Task to complete: Report how many lines in the records below contain the word "scale". Give only the number.

•••

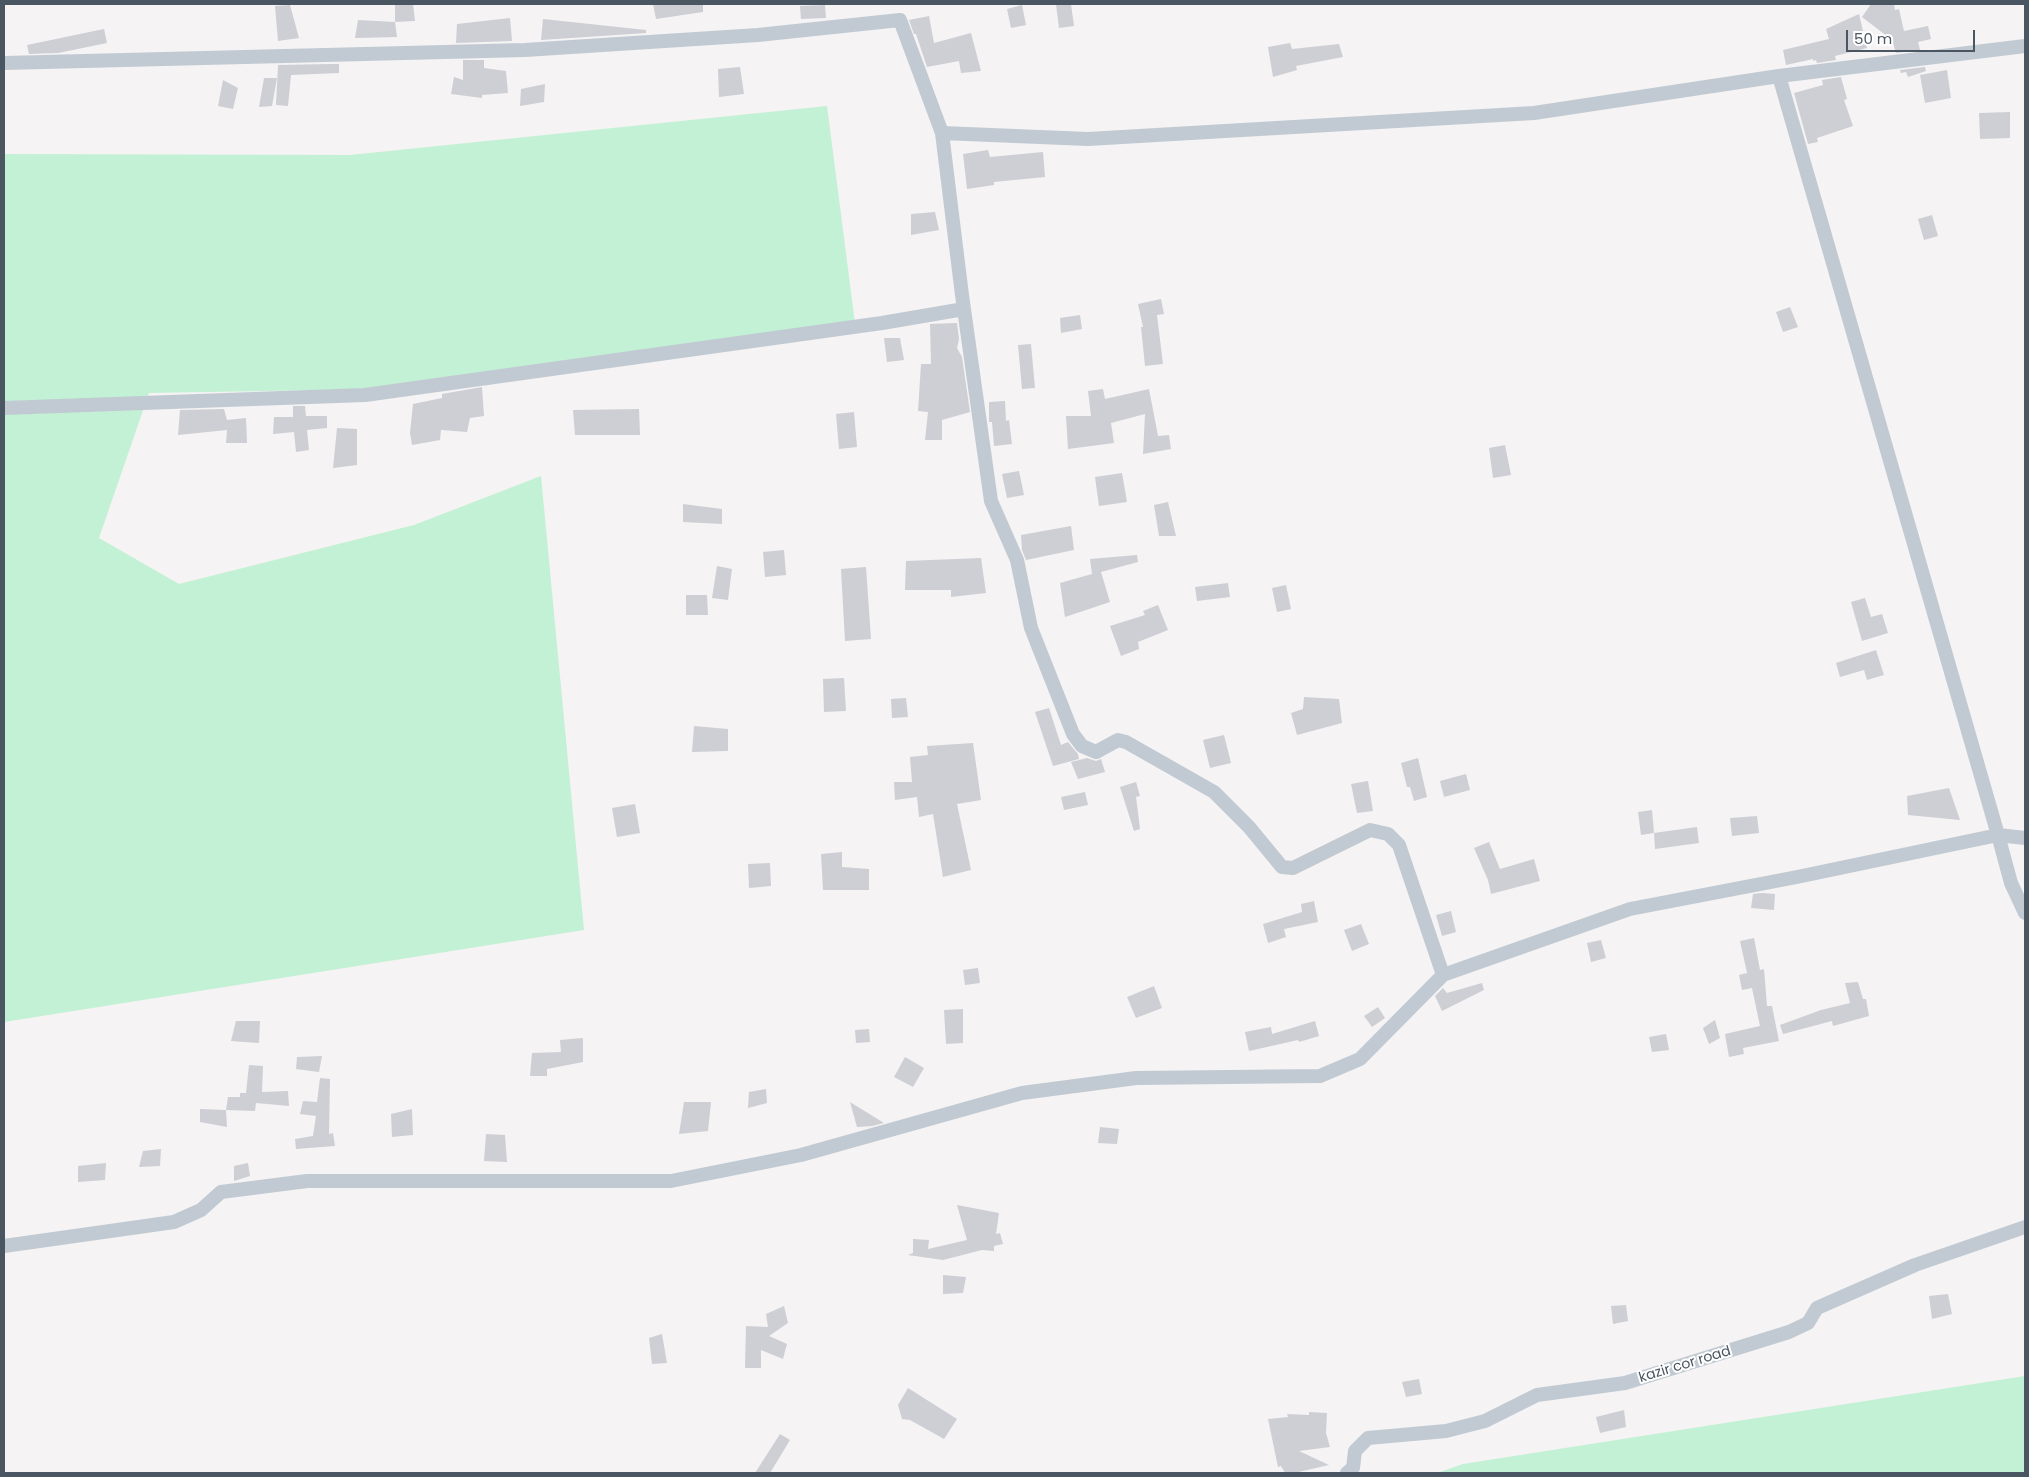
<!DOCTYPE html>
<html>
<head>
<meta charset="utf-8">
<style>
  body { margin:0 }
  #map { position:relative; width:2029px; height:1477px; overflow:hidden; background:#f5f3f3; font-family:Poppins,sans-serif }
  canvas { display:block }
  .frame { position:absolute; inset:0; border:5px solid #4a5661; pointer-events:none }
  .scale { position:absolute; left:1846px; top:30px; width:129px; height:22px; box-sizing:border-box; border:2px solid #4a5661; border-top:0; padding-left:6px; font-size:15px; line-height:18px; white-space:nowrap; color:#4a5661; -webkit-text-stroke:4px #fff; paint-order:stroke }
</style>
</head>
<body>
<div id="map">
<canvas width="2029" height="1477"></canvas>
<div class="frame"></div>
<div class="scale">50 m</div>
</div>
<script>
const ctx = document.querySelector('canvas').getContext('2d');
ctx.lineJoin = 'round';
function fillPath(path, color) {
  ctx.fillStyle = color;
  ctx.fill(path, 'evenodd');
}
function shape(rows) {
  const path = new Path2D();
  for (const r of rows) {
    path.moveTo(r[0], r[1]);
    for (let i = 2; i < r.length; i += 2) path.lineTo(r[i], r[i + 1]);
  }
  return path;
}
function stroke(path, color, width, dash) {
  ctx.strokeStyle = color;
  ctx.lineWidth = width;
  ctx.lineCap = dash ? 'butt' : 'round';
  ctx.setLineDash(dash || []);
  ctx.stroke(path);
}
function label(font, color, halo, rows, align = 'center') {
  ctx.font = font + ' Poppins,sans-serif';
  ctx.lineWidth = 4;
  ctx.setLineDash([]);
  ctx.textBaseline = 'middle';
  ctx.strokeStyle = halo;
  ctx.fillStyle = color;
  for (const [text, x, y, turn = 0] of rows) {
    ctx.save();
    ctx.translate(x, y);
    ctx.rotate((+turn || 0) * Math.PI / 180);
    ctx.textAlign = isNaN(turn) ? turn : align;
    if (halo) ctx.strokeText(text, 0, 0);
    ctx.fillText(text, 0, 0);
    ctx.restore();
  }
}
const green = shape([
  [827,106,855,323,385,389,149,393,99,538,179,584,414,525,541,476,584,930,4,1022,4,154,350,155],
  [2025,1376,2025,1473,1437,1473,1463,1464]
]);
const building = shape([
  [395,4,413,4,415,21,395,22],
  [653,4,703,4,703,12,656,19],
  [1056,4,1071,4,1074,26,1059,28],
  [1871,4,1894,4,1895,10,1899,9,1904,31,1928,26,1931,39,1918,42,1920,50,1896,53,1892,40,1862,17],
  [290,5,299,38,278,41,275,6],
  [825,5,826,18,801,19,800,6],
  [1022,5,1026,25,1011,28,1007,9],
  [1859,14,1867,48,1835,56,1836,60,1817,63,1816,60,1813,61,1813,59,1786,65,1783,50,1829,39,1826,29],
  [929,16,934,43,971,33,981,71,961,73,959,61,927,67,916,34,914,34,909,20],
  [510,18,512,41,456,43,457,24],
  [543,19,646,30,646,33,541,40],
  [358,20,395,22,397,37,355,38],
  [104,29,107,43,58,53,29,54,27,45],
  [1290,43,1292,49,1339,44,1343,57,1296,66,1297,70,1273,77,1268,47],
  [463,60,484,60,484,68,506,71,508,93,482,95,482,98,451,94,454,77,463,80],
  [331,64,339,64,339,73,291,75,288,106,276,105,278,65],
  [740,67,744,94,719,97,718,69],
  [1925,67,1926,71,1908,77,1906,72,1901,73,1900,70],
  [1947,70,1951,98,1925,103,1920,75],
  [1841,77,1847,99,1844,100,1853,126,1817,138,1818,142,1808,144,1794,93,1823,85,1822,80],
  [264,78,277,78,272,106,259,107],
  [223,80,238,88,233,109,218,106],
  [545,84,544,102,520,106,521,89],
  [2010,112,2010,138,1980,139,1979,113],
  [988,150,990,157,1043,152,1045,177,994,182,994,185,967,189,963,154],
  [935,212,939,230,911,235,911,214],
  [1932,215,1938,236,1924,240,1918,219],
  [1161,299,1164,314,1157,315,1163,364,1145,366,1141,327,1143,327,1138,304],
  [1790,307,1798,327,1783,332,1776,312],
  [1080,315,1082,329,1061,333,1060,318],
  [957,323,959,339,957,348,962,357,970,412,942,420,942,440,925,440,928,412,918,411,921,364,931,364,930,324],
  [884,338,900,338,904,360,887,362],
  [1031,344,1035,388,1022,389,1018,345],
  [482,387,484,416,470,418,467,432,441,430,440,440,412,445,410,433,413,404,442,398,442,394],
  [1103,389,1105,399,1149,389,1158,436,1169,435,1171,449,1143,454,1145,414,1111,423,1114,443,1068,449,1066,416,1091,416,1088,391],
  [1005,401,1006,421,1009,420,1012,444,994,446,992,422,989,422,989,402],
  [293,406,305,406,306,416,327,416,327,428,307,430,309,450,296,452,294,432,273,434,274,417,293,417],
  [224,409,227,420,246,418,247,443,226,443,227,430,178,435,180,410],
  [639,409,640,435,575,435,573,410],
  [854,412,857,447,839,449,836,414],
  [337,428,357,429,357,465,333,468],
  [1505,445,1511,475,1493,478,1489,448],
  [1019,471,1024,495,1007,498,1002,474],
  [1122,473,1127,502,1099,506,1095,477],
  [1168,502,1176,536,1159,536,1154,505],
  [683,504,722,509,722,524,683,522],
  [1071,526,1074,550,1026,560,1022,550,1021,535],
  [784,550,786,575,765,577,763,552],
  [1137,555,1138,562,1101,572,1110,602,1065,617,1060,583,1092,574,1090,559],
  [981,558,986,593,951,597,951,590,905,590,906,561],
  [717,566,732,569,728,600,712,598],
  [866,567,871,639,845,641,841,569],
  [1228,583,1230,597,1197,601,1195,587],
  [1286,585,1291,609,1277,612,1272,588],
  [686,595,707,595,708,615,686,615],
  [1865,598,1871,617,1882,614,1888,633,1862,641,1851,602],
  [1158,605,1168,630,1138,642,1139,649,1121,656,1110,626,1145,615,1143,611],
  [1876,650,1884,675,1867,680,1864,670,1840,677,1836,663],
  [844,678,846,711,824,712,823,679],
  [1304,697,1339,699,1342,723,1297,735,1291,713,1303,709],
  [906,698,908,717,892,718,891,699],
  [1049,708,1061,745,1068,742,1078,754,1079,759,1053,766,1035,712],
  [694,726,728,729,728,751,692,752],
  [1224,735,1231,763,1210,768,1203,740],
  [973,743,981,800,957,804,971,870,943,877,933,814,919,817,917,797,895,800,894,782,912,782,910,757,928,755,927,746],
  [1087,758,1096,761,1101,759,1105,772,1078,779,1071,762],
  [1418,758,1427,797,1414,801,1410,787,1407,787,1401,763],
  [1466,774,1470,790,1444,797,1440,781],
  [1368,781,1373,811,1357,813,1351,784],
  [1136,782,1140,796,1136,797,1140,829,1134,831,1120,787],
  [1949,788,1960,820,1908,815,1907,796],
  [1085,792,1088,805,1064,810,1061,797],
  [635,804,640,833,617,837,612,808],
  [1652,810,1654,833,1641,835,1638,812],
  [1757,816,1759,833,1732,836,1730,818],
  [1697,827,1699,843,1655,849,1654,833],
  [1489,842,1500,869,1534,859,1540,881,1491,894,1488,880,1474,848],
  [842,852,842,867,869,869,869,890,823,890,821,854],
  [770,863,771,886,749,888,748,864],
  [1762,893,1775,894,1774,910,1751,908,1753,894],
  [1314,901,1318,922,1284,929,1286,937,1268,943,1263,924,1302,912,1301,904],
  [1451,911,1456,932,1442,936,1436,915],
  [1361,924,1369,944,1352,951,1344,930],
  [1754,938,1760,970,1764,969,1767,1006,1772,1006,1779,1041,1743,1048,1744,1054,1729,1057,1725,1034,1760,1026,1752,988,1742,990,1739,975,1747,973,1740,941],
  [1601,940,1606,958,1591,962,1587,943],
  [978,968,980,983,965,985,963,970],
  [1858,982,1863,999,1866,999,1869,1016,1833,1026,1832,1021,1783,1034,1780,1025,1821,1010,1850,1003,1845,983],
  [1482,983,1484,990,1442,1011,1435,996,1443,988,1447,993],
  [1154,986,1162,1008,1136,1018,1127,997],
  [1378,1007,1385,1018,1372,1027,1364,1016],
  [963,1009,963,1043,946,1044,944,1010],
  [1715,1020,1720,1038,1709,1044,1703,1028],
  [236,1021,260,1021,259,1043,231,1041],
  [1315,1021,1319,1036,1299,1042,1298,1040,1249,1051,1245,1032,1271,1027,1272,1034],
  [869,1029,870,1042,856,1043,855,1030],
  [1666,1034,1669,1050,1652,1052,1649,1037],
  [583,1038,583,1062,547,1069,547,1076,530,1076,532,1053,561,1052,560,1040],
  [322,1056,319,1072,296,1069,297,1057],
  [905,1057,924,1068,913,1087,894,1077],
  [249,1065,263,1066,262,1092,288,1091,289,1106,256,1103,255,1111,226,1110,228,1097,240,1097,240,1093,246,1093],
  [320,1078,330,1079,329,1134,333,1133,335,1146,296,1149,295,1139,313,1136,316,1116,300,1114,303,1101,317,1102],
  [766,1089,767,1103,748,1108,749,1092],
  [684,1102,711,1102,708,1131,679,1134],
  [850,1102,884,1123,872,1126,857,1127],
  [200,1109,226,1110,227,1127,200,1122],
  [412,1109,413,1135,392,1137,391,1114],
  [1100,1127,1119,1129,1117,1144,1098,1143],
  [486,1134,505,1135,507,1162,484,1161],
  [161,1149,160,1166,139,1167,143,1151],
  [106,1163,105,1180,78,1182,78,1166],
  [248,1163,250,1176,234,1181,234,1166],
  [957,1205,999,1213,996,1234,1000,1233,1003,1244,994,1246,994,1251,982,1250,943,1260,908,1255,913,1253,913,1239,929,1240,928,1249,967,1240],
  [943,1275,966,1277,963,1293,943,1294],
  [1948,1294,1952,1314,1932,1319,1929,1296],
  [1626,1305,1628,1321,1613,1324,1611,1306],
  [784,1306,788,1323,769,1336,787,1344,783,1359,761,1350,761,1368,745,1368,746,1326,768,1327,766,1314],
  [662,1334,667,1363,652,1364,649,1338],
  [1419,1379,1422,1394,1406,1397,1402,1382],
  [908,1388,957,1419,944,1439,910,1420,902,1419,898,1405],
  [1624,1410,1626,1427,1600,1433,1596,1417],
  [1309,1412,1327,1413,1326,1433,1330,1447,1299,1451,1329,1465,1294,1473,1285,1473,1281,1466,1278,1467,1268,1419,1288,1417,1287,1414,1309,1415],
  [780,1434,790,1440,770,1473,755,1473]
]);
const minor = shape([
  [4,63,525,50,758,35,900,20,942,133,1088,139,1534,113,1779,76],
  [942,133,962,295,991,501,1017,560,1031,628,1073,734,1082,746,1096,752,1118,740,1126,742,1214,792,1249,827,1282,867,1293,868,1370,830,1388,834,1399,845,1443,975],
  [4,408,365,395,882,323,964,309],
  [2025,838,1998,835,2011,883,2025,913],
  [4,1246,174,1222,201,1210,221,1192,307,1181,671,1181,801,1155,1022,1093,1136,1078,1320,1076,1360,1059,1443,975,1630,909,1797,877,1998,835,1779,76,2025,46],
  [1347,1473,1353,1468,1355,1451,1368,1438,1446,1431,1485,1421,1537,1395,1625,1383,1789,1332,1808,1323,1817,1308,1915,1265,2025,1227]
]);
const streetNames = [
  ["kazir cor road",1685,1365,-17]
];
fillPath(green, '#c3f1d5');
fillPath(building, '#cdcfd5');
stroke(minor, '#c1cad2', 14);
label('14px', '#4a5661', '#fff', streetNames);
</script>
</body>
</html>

•••

Task output: 2